A recent press release of IMD notes this year there were 11 cyclonic disturbances over the north Indian Ocean of which four were over the Bay of Bengal and seven over the Arabian Sea. These include three cyclones in the Bay and four in the Arabian Sea.
"Thus, the Arabian Sea has become more active during 2019 with the formation of 7 CDs [cyclonic disturbances] against the normal 1.7 CDs per year. Similarly, 4 cyclones have developed over the Arabian Sea against the normal of 1 per year," reads the December 4 press release.
It goes on to note that "considering the past data (1981-2018), the year 2019 witnessed the formation of the maximum number of CDs so far over the Arabian Sea… The year 2019 also witnessed the development of more intense cyclones over the Arabian Sea."
The need of the hour is to have an effective communication system between the weather departments, the state governments and the civic authorities.
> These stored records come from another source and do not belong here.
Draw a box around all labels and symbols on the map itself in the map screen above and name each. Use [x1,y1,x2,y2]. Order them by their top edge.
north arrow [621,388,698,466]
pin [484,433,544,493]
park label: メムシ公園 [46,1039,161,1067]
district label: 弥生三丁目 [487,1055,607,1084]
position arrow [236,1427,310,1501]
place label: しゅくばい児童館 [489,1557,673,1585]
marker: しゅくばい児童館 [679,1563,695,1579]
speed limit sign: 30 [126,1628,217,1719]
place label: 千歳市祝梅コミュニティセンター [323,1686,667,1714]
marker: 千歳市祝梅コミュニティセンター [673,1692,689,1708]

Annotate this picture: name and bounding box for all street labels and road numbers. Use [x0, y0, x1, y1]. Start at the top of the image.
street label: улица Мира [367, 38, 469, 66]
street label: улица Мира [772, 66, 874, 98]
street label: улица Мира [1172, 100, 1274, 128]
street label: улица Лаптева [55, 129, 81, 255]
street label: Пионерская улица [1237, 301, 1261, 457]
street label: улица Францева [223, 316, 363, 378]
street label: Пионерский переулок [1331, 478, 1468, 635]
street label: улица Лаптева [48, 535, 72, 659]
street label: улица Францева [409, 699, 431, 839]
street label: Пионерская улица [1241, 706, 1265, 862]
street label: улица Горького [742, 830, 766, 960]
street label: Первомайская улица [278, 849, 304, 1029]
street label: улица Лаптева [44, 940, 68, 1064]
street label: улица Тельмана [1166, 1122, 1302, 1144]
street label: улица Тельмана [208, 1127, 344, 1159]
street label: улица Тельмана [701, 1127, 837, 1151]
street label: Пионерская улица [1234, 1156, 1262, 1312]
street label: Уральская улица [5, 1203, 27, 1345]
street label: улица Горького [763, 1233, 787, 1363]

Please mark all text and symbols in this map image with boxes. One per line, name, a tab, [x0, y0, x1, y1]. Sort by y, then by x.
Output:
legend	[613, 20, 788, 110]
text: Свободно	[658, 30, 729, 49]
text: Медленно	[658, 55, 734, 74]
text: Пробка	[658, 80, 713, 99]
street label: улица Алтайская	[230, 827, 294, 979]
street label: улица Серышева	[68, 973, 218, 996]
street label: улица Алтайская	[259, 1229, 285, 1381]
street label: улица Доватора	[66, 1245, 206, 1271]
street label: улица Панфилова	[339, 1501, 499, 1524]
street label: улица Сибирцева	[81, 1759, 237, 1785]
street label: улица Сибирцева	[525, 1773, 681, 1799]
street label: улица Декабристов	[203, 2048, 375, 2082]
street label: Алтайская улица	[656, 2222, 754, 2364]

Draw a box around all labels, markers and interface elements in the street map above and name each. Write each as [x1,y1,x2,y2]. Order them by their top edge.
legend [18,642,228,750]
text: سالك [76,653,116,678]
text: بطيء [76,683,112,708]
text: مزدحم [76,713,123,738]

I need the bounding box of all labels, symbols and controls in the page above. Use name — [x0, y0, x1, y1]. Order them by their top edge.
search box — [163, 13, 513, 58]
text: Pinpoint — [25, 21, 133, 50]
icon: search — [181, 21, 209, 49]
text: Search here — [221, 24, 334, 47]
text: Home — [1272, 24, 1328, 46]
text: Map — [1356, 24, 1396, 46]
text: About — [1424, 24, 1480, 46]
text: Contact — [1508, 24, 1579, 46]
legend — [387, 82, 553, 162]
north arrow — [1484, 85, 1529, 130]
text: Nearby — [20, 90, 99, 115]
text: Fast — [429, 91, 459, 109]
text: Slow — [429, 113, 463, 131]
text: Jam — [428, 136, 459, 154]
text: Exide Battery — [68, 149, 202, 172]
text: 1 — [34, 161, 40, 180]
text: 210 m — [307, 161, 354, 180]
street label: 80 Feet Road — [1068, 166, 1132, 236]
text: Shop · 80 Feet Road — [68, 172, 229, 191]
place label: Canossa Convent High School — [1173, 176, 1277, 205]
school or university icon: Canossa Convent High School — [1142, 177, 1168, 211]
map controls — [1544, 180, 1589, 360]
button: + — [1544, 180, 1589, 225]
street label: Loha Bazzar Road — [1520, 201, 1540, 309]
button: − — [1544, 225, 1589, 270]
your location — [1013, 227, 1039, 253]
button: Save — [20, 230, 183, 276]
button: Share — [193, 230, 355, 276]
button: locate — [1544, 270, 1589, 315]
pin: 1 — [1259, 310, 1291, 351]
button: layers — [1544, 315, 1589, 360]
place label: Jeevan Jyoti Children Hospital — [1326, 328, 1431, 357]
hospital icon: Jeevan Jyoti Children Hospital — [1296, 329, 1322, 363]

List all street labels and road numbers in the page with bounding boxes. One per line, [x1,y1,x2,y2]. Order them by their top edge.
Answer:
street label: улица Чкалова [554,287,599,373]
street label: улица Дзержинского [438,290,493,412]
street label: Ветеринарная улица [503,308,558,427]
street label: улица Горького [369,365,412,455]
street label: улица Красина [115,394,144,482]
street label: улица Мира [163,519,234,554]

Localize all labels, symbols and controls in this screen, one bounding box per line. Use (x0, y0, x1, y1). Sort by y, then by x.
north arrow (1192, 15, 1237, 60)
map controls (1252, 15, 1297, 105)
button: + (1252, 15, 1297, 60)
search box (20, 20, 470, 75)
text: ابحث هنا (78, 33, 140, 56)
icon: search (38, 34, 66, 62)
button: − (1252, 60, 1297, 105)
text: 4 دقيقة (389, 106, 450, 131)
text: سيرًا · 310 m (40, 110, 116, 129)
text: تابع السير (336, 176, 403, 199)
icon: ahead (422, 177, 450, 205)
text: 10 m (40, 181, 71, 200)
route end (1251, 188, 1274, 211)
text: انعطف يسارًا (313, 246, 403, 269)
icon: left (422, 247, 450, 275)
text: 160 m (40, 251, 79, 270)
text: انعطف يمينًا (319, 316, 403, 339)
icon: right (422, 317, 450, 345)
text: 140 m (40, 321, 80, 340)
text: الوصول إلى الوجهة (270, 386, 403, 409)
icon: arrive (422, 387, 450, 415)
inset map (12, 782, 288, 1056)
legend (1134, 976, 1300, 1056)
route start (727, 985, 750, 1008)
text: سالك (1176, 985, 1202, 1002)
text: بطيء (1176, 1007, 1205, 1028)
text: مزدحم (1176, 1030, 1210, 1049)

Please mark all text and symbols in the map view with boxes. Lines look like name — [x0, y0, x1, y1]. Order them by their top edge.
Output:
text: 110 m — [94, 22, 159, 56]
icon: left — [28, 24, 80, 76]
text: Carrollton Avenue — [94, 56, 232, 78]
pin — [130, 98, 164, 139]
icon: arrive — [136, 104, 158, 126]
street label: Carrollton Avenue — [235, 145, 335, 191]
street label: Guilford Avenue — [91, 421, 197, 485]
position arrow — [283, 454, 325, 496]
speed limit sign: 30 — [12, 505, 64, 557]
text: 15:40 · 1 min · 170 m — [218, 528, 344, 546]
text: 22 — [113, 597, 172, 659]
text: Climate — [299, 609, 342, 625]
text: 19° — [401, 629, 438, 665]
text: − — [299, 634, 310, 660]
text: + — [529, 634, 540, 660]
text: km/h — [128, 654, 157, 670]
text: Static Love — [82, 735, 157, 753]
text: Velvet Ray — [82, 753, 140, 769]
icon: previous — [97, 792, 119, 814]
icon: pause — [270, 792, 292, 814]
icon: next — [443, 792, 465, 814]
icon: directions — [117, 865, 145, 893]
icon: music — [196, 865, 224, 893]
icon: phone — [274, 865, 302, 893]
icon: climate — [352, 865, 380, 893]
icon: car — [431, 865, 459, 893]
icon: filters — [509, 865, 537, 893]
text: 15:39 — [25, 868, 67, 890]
Also, states, cities and villages need to work towards climate resilience.
In 2013, Tamil Nadu prepared its draft Tamil Nadu State Action Plan on Climate Change, which was endorsed by the Union ministry of environment, forest and climate change in March 2015. It noted the "annual rainfall is predicted to increase considerably towards the end of the century (2081-2100) in Tamil Nadu. It further read "rainfall intensity during the north east monsoon is likely to increase by 9-22 mm/day by the end of the century across the state, with heavier precipitation towards the coast".
The state action plan was to be revised by March 31 this year taking into consideration India's intended nationally determined contributions (INDCs) to the United Nations Framework Convention on Climate Change. It was to be submitted to the Union environment ministry in September this year. However, as per the news reports, the revised plan is still not final.